***** Excerpted records
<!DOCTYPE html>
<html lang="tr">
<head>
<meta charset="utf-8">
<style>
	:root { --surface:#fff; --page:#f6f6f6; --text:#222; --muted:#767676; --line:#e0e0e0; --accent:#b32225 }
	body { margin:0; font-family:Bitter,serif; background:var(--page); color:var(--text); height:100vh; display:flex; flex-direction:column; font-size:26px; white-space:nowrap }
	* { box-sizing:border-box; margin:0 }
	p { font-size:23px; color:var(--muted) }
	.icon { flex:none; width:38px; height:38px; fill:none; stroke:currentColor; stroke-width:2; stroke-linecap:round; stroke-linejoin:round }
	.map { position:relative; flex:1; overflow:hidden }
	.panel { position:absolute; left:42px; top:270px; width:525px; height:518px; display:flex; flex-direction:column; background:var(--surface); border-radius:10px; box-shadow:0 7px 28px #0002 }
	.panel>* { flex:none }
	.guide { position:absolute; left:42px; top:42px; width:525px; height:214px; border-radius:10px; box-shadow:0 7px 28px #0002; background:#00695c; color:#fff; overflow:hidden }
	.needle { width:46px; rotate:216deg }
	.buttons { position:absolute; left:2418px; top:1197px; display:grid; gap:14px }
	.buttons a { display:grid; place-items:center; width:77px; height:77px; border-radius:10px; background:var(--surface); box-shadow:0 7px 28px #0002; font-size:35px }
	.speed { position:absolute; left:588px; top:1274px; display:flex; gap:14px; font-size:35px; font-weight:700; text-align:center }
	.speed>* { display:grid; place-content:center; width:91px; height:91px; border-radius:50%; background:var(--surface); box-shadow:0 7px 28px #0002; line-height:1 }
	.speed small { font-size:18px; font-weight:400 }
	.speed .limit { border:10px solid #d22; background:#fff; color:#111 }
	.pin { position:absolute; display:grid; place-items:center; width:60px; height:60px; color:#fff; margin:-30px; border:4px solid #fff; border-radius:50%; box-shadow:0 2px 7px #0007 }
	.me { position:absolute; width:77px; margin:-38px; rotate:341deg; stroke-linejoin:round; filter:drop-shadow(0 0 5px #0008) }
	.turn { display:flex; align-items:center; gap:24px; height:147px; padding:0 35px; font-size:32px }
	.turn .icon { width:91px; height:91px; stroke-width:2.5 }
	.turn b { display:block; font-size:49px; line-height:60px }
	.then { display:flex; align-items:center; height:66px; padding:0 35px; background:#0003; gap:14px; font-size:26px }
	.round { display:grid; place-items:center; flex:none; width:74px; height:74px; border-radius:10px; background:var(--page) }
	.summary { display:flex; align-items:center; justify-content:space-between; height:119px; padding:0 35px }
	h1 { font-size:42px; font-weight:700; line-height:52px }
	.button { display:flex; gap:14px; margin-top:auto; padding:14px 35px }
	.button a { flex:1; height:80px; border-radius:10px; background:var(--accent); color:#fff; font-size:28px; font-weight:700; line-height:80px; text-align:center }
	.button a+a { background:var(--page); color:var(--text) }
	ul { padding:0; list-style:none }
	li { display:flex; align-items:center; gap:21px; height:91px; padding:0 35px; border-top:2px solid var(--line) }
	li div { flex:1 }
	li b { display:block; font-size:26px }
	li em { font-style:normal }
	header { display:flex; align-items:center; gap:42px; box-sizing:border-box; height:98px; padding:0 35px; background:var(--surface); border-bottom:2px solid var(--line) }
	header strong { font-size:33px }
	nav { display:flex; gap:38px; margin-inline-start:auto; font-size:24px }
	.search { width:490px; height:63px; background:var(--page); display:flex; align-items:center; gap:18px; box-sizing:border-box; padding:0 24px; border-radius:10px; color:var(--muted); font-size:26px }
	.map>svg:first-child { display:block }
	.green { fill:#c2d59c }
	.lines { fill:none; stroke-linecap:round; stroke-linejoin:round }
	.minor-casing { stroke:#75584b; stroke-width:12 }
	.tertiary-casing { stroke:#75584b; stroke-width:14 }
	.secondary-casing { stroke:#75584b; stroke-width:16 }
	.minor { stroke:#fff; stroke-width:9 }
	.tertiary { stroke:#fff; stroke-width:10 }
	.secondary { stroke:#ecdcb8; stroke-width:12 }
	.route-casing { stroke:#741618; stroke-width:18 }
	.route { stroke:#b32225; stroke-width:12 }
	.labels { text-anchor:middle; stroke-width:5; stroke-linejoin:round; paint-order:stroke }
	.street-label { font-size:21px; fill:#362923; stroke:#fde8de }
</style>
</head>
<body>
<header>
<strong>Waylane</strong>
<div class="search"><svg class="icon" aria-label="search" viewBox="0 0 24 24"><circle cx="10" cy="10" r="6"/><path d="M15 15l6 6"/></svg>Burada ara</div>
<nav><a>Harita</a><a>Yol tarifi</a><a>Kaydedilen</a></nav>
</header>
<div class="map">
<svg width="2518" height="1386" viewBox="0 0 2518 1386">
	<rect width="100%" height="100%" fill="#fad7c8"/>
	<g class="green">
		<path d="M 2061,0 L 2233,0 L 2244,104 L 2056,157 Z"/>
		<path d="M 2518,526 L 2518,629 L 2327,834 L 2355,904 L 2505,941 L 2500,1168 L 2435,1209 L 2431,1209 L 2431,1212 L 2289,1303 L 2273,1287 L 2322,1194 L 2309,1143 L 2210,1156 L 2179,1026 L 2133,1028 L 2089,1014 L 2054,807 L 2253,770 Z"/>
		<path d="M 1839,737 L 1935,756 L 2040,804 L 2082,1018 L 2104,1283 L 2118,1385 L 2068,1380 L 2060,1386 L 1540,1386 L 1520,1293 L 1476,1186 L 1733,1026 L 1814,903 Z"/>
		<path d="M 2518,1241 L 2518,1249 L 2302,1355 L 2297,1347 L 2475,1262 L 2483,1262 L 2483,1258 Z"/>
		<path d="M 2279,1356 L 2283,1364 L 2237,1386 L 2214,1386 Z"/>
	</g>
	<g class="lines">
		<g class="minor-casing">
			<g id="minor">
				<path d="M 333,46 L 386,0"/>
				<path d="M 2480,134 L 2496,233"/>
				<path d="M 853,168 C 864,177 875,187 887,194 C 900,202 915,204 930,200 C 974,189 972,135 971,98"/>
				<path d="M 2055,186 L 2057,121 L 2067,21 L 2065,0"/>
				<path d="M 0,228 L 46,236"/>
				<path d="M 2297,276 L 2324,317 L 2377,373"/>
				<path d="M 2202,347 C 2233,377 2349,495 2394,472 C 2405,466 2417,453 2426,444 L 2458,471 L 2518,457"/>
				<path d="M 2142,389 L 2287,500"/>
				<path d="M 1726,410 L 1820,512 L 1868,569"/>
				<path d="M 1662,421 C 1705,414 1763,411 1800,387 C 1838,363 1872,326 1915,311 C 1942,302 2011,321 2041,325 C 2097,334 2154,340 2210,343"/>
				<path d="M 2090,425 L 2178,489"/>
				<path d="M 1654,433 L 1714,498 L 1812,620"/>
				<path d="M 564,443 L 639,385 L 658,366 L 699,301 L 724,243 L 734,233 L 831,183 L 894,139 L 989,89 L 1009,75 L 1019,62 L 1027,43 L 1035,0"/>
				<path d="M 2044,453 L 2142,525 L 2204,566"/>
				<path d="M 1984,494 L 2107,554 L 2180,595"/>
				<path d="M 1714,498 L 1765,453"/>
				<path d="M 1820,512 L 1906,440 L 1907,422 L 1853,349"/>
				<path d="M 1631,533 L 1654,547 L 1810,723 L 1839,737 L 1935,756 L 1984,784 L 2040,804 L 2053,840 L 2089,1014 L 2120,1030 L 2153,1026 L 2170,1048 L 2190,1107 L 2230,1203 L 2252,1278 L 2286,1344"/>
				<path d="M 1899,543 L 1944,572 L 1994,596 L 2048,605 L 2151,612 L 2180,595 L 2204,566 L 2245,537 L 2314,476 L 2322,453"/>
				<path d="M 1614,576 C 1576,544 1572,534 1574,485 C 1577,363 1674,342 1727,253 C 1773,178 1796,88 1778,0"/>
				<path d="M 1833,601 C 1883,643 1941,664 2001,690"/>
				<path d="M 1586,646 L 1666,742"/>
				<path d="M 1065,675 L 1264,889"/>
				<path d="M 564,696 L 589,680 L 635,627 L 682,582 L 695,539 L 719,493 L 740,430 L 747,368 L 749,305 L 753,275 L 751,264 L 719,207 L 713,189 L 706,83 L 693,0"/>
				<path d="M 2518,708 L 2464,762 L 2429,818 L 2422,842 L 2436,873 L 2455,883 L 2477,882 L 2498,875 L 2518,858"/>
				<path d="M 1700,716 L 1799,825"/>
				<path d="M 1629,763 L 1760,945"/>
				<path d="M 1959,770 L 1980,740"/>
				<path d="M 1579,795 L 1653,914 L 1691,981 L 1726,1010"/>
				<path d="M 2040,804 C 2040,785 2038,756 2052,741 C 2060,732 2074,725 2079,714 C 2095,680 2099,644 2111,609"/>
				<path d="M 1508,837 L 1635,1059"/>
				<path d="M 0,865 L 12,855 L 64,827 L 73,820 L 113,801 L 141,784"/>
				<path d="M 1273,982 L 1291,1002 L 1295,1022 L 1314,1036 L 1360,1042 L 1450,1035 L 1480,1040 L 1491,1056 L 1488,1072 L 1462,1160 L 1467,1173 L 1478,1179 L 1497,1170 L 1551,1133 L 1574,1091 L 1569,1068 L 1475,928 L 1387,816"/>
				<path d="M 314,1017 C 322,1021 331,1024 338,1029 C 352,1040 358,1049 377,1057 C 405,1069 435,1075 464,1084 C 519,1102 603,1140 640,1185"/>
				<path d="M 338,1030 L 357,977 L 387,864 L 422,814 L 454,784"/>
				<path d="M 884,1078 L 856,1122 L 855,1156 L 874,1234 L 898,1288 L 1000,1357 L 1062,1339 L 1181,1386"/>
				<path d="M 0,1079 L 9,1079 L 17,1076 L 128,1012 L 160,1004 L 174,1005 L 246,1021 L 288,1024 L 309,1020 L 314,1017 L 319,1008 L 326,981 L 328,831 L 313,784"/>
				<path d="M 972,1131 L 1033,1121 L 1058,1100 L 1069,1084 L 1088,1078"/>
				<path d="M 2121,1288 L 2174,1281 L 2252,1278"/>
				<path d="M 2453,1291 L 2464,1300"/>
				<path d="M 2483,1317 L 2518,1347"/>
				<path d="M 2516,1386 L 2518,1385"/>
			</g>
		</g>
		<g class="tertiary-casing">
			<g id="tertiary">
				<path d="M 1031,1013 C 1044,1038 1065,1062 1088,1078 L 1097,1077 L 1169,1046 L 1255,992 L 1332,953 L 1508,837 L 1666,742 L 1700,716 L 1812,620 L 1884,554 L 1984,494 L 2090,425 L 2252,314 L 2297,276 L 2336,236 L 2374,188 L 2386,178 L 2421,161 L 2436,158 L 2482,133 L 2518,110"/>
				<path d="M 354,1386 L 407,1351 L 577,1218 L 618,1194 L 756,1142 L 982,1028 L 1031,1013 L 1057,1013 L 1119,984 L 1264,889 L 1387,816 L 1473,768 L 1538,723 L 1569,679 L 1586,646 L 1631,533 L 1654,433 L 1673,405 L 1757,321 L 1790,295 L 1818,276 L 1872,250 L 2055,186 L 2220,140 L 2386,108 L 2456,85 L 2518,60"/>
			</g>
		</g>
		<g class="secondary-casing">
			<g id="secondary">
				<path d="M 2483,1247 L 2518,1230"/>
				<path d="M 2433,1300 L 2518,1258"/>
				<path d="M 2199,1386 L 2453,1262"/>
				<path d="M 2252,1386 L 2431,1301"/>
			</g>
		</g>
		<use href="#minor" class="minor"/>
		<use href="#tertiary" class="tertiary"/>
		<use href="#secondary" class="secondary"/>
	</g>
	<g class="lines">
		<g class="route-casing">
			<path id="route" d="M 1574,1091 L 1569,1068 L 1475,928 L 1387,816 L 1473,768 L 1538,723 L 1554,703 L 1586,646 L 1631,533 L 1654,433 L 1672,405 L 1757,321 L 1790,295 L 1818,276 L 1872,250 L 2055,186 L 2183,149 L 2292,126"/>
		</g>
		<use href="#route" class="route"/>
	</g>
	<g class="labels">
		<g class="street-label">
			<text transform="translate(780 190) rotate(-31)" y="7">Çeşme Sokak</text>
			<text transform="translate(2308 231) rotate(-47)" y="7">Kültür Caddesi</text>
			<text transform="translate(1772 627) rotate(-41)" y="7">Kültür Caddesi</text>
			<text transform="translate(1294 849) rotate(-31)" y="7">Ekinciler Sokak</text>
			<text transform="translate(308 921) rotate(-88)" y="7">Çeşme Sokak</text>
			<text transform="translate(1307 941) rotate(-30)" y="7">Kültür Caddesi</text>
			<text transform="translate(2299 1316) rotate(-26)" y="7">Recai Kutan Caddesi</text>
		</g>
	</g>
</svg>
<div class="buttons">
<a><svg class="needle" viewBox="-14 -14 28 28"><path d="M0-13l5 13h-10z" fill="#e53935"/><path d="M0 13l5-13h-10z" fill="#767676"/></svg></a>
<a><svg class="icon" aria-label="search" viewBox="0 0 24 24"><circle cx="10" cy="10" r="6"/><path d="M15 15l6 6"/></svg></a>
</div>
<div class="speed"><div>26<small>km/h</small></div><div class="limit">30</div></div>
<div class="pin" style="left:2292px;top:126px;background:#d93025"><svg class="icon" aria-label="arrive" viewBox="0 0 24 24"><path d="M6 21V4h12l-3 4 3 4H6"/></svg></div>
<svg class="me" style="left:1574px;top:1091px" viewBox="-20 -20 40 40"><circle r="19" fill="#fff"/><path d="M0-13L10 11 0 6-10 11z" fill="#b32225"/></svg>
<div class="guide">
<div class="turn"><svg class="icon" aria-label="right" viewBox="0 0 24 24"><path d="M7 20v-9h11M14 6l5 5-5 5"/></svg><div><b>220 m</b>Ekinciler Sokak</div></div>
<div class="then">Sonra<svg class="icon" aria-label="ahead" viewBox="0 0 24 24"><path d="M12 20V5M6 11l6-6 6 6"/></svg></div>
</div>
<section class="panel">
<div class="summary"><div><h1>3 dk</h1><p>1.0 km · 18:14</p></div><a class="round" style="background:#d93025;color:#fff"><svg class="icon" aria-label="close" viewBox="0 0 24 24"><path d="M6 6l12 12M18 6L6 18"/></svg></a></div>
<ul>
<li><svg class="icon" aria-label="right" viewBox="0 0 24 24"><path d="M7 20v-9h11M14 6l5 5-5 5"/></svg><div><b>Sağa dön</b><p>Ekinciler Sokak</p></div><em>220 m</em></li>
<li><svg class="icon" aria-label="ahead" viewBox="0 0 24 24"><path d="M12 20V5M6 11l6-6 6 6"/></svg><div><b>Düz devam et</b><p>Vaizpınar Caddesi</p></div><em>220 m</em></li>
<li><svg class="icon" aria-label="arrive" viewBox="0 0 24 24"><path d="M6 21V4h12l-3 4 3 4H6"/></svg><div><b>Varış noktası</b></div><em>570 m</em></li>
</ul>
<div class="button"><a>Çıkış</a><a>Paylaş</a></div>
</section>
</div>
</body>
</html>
**********
Copy out the listing above, line by line and exactly, from its first line to the line holding "--surface:#fff; --page:#f6f6f6; --text:#222;", inclusive.

<!DOCTYPE html>
<html lang="tr">
<head>
<meta charset="utf-8">
<style>
	:root { --surface:#fff; --page:#f6f6f6; --text:#222; --muted:#767676; --line:#e0e0e0; --accent:#b32225 }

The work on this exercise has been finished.